PROBLEM:
The records below are to be repeated in full, exactly as they are.
*** EXCERPTED DATA Section Begins ***
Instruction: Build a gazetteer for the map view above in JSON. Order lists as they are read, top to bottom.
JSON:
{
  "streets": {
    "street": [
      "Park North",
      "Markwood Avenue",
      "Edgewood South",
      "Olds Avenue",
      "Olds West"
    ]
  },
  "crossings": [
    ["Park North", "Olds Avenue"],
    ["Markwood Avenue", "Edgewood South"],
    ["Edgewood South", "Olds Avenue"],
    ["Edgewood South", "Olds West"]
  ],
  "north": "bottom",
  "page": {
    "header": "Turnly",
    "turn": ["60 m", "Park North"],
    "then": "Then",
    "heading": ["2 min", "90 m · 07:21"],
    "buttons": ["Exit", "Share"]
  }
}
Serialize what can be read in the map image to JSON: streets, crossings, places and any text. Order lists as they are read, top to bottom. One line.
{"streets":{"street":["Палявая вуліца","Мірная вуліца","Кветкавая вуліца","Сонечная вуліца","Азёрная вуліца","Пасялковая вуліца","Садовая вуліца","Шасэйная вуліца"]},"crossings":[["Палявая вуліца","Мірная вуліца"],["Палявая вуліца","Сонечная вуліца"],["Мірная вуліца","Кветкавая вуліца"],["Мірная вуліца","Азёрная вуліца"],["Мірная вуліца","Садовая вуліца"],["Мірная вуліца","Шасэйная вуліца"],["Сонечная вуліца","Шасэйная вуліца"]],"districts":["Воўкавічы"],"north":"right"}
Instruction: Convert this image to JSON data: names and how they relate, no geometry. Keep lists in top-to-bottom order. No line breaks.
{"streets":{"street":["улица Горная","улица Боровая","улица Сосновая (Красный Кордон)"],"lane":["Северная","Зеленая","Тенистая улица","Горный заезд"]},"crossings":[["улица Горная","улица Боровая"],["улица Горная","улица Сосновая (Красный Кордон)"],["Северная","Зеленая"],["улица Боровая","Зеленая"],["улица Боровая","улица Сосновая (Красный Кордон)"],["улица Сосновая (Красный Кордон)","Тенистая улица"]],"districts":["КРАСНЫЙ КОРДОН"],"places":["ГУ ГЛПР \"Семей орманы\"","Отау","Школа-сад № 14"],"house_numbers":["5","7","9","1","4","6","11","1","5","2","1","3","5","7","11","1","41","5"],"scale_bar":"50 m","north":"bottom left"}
*** EXCERPTED DATA Section Ends ***
SOLVED EXERCISE:
Instruction: Build a gazetteer for the map view above in JSON. Order lists as they are read, top to bottom.
JSON:
{
  "streets": {
    "street": [
      "Park North",
      "Markwood Avenue",
      "Edgewood South",
      "Olds Avenue",
      "Olds West"
    ]
  },
  "crossings": [
    ["Park North", "Olds Avenue"],
    ["Markwood Avenue", "Edgewood South"],
    ["Edgewood South", "Olds Avenue"],
    ["Edgewood South", "Olds West"]
  ],
  "north": "bottom",
  "page": {
    "header": "Turnly",
    "turn": ["60 m", "Park North"],
    "then": "Then",
    "heading": ["2 min", "90 m · 07:21"],
    "buttons": ["Exit", "Share"]
  }
}
Serialize what can be read in the map image to JSON: streets, crossings, places and any text. Order lists as they are read, top to bottom. One line.
{"streets":{"street":["Палявая вуліца","Мірная вуліца","Кветкавая вуліца","Сонечная вуліца","Азёрная вуліца","Пасялковая вуліца","Садовая вуліца","Шасэйная вуліца"]},"crossings":[["Палявая вуліца","Мірная вуліца"],["Палявая вуліца","Сонечная вуліца"],["Мірная вуліца","Кветкавая вуліца"],["Мірная вуліца","Азёрная вуліца"],["Мірная вуліца","Садовая вуліца"],["Мірная вуліца","Шасэйная вуліца"],["Сонечная вуліца","Шасэйная вуліца"]],"districts":["Воўкавічы"],"north":"right"}
Instruction: Convert this image to JSON data: names and how they relate, no geometry. Keep lists in top-to-bottom order. No line breaks.
{"streets":{"street":["улица Горная","улица Боровая","улица Сосновая (Красный Кордон)"],"lane":["Северная","Зеленая","Тенистая улица","Горный заезд"]},"crossings":[["улица Горная","улица Боровая"],["улица Горная","улица Сосновая (Красный Кордон)"],["Северная","Зеленая"],["улица Боровая","Зеленая"],["улица Боровая","улица Сосновая (Красный Кордон)"],["улица Сосновая (Красный Кордон)","Тенистая улица"]],"districts":["КРАСНЫЙ КОРДОН"],"places":["ГУ ГЛПР \"Семей орманы\"","Отау","Школа-сад № 14"],"house_numbers":["5","7","9","1","4","6","11","1","5","2","1","3","5","7","11","1","41","5"],"scale_bar":"50 m","north":"bottom left"}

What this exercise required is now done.